Stored data entries =
****
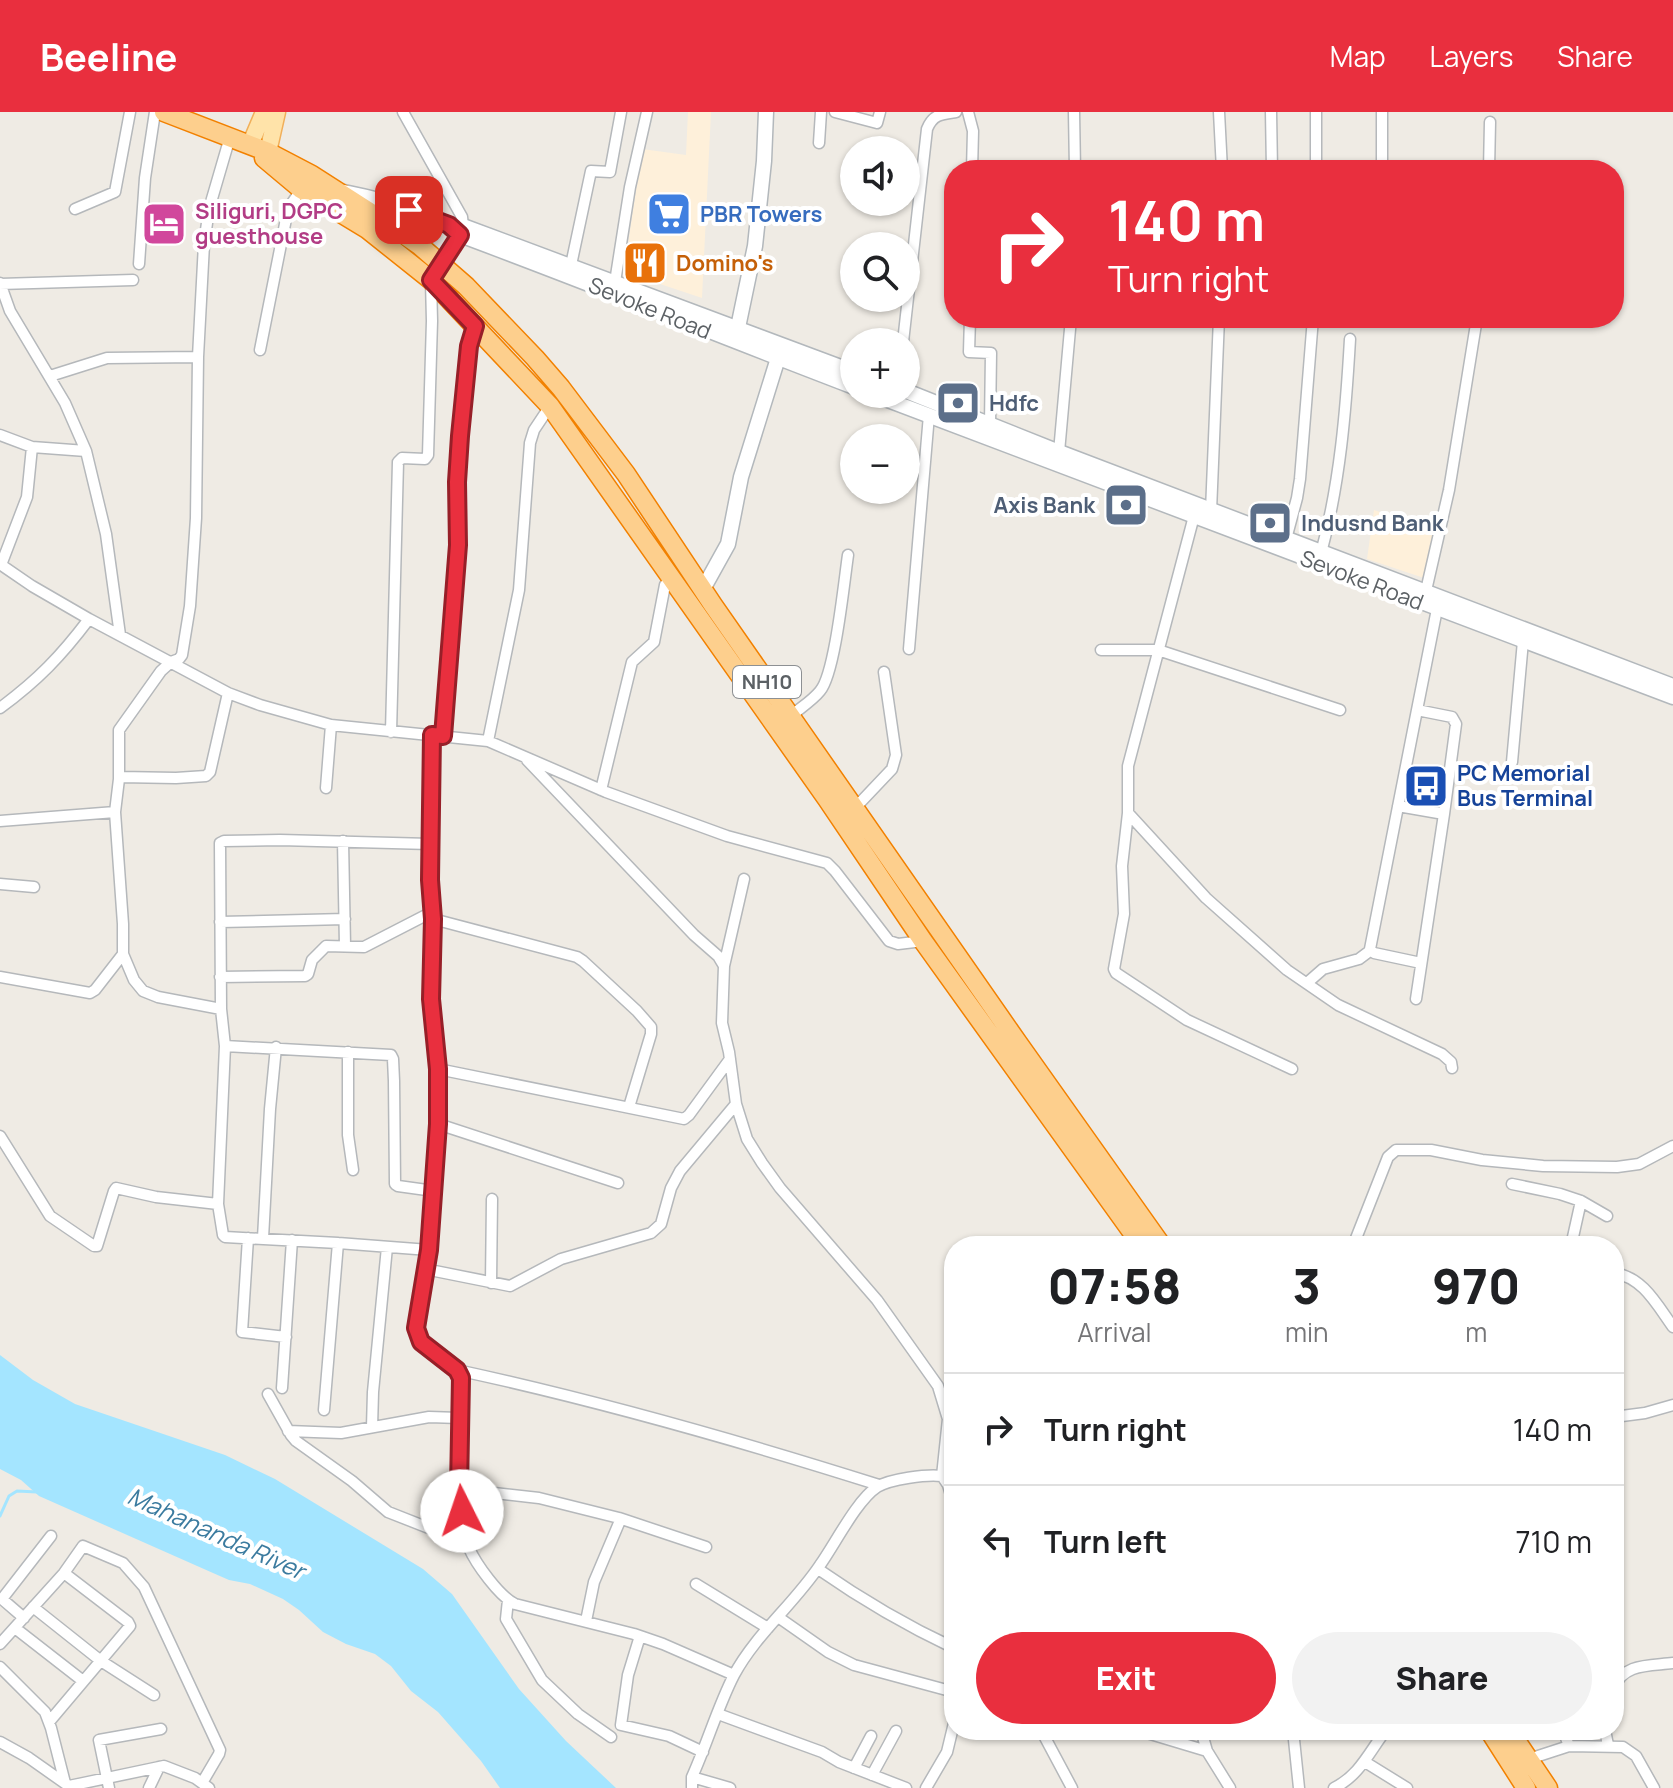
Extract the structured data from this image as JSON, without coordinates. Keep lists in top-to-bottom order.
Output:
{
  "streets": {
    "highway": ["NH10"],
    "main road": ["Sevoke Road"]
  },
  "crossings": [
    ["Sevoke Road", "NH10"]
  ],
  "water": ["Mahananda River"],
  "places": {
    "supermarket": ["PBR Towers"],
    "hotel": ["Siliguri, DGPC guesthouse"],
    "restaurant": ["Domino's"],
    "bank": ["Hdfc", "Axis Bank", "Indusnd Bank"],
    "bus stop": ["PC Memorial Bus Terminal"]
  },
  "page": {
    "header": "Beeline",
    "nav": ["Map", "Layers", "Share"],
    "map_buttons": ["+", "−"],
    "turn": ["140 m", "Turn right"],
    "eta": [
      "07:58",
      "Arrival",
      "3",
      "min",
      "970",
      "m"
    ],
    "list": [
      {
        "name": "Turn right",
        "value": "140 m"
      },
      {
        "name": "Turn left",
        "value": "710 m"
      }
    ],
    "buttons": ["Exit", "Share"]
  }
}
****
EXERCISE BRIEF = Reproduce the lines above exactly, please, but not the pictures in them.

SOLUTION FOR THIS EXERCISE =
Extract the structured data from this image as JSON, without coordinates. Keep lists in top-to-bottom order.
Output:
{
  "streets": {
    "highway": ["NH10"],
    "main road": ["Sevoke Road"]
  },
  "crossings": [
    ["Sevoke Road", "NH10"]
  ],
  "water": ["Mahananda River"],
  "places": {
    "supermarket": ["PBR Towers"],
    "hotel": ["Siliguri, DGPC guesthouse"],
    "restaurant": ["Domino's"],
    "bank": ["Hdfc", "Axis Bank", "Indusnd Bank"],
    "bus stop": ["PC Memorial Bus Terminal"]
  },
  "page": {
    "header": "Beeline",
    "nav": ["Map", "Layers", "Share"],
    "map_buttons": ["+", "−"],
    "turn": ["140 m", "Turn right"],
    "eta": [
      "07:58",
      "Arrival",
      "3",
      "min",
      "970",
      "m"
    ],
    "list": [
      {
        "name": "Turn right",
        "value": "140 m"
      },
      {
        "name": "Turn left",
        "value": "710 m"
      }
    ],
    "buttons": ["Exit", "Share"]
  }
}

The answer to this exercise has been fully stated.